== Assignment ==
Please retype the entries below exactly, only from their first line through the line containing "width:45px; height:45px; display:grid;", leaving every picture out.

== Data provided ==
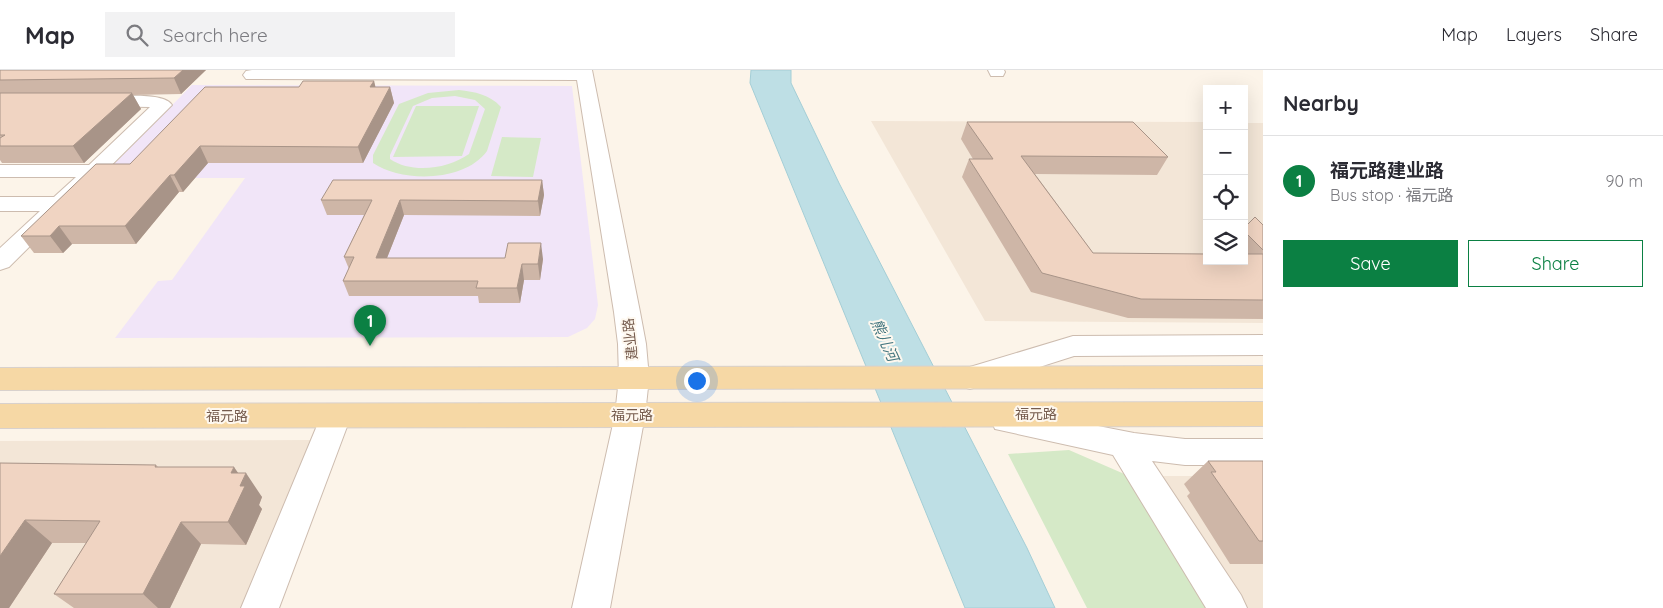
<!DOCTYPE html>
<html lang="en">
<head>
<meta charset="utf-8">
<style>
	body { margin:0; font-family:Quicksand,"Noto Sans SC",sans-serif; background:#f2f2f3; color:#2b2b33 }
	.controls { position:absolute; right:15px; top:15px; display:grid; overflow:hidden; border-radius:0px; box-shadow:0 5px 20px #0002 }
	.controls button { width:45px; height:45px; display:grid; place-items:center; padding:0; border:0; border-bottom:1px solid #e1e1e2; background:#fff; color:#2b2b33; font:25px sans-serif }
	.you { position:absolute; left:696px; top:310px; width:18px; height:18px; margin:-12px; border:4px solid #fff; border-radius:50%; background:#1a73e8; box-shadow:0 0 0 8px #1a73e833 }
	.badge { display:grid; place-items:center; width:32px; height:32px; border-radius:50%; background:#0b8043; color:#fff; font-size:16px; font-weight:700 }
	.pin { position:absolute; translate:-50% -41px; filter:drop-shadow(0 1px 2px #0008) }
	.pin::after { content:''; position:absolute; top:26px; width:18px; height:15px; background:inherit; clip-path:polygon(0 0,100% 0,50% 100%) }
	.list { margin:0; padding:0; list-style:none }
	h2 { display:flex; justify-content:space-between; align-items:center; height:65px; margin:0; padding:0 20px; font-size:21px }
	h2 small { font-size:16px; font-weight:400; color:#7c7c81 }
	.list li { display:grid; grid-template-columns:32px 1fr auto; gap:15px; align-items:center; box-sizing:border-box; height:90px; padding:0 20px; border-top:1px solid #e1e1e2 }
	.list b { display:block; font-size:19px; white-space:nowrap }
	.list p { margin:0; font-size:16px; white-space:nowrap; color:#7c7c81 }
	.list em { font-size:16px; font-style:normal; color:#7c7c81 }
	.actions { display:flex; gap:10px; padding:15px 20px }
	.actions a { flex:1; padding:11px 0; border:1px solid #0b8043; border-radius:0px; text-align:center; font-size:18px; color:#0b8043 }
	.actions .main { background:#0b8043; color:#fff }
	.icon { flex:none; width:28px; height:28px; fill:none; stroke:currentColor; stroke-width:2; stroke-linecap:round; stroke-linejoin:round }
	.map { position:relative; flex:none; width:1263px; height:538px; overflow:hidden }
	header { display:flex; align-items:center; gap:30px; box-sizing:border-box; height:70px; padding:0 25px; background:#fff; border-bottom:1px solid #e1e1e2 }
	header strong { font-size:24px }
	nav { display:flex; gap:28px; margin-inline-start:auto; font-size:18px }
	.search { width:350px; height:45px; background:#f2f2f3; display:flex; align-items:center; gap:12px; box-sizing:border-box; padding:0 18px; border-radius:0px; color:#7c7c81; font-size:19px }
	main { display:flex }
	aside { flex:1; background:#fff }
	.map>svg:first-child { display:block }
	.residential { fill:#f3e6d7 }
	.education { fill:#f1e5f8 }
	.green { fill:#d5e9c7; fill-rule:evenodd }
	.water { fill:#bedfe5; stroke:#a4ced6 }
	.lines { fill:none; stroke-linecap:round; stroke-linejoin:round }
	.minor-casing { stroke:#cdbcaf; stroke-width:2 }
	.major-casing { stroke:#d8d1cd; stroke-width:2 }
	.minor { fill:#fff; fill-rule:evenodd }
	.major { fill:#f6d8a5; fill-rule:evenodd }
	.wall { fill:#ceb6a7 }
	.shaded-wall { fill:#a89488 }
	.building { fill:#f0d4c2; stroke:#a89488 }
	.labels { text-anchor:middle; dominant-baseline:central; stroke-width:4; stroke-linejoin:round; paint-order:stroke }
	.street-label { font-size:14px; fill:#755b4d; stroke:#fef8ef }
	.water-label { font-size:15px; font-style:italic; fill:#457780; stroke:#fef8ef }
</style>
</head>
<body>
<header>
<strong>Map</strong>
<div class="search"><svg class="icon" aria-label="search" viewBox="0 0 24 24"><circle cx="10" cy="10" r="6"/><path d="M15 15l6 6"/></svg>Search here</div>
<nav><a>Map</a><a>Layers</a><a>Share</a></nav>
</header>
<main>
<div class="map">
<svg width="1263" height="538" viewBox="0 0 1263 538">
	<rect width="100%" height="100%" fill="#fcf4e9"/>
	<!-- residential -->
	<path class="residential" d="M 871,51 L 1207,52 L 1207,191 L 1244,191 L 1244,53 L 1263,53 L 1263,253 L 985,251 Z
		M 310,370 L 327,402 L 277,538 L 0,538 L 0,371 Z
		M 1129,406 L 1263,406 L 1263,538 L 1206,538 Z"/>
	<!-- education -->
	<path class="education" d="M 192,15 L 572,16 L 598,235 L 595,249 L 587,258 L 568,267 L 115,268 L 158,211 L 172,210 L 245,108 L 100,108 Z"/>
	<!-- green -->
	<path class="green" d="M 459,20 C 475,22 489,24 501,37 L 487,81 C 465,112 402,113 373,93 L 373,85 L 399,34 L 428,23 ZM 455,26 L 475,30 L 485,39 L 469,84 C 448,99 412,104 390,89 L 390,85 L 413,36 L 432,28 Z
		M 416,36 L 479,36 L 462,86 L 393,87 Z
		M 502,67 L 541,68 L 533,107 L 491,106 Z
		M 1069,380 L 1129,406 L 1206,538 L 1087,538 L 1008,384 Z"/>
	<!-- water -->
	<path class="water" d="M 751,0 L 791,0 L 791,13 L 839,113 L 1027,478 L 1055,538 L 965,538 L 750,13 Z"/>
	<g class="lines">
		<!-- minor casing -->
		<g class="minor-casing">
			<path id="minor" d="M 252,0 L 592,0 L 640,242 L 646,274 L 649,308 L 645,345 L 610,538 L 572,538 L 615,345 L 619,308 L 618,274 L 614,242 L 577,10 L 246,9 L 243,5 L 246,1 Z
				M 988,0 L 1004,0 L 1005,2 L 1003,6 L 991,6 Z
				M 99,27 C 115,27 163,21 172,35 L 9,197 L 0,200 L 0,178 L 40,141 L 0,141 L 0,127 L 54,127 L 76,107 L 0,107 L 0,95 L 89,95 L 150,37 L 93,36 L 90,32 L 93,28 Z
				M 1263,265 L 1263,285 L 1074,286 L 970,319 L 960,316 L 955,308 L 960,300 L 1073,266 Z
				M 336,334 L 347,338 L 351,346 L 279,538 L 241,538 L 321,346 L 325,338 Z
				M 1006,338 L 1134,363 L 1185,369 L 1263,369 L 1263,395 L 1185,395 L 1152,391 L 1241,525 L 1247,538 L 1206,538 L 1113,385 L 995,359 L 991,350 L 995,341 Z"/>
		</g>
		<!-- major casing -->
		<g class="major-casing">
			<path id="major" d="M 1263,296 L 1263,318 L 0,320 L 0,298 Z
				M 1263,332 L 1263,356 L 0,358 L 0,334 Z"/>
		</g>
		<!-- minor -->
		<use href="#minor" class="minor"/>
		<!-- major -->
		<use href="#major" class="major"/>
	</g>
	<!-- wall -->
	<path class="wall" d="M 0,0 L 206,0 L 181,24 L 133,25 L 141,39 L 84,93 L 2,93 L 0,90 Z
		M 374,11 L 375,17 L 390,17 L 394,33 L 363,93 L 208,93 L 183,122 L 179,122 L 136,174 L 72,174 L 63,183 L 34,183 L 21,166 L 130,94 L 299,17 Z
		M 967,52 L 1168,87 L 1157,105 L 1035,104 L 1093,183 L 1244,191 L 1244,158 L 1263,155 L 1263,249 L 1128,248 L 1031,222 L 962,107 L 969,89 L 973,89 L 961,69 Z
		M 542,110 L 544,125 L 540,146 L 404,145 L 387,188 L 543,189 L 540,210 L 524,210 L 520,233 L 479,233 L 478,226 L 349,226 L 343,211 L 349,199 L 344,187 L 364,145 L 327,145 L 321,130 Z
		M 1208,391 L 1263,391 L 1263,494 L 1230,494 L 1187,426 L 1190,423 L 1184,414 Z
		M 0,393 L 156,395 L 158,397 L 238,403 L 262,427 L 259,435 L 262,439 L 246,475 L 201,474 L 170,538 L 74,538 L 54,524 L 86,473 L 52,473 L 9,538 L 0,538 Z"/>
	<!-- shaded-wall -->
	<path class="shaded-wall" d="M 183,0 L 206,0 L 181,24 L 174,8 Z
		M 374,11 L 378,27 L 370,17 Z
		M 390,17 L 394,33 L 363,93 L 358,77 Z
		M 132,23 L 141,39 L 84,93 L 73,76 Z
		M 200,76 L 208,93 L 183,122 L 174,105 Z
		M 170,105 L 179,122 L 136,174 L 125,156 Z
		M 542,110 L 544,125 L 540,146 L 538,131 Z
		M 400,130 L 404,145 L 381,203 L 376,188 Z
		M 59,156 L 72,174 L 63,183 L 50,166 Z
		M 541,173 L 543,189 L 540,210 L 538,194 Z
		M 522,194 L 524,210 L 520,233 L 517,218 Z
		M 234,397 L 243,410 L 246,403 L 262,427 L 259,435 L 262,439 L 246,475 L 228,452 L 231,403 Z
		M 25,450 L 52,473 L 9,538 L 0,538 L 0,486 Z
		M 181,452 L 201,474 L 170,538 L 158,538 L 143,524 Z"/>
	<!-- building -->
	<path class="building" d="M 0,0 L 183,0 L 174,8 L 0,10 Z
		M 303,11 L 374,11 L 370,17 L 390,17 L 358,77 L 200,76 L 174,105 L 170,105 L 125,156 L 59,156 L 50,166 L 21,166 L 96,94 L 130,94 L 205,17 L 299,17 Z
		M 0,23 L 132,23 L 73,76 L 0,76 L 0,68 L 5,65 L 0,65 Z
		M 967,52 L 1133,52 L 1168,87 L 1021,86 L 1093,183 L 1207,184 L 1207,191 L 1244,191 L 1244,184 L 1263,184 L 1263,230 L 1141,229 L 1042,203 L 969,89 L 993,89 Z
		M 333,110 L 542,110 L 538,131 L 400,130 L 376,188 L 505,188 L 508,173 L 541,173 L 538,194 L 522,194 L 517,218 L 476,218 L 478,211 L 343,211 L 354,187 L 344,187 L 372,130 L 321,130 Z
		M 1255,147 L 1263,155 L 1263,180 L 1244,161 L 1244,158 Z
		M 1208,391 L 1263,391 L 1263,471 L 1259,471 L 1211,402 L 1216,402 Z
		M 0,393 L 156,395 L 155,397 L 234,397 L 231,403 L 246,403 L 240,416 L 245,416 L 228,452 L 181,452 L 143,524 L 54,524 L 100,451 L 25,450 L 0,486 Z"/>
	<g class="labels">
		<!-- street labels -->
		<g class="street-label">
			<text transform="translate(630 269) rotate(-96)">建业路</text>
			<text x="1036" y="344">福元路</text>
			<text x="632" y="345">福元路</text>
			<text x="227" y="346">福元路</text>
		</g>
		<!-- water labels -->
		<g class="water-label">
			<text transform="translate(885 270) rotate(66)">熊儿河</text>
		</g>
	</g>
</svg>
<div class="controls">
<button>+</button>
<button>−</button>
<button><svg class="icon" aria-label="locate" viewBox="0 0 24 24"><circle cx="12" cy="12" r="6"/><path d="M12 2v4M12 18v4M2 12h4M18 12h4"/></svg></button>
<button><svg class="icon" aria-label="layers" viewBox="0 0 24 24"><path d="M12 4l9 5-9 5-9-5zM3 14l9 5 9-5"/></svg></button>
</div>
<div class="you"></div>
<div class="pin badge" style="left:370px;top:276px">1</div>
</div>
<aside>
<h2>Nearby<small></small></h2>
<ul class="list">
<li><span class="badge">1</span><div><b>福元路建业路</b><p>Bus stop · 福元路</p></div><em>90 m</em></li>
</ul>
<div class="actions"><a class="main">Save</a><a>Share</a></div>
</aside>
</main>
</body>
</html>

== Response area ==
<!DOCTYPE html>
<html lang="en">
<head>
<meta charset="utf-8">
<style>
	body { margin:0; font-family:Quicksand,"Noto Sans SC",sans-serif; background:#f2f2f3; color:#2b2b33 }
	.controls { position:absolute; right:15px; top:15px; display:grid; overflow:hidden; border-radius:0px; box-shadow:0 5px 20px #0002 }
	.controls button { width:45px; height:45px; display:grid; place-items:center; padding:0; border:0; border-bottom:1px solid #e1e1e2; background:#fff; color:#2b2b33; font:25px sans-serif }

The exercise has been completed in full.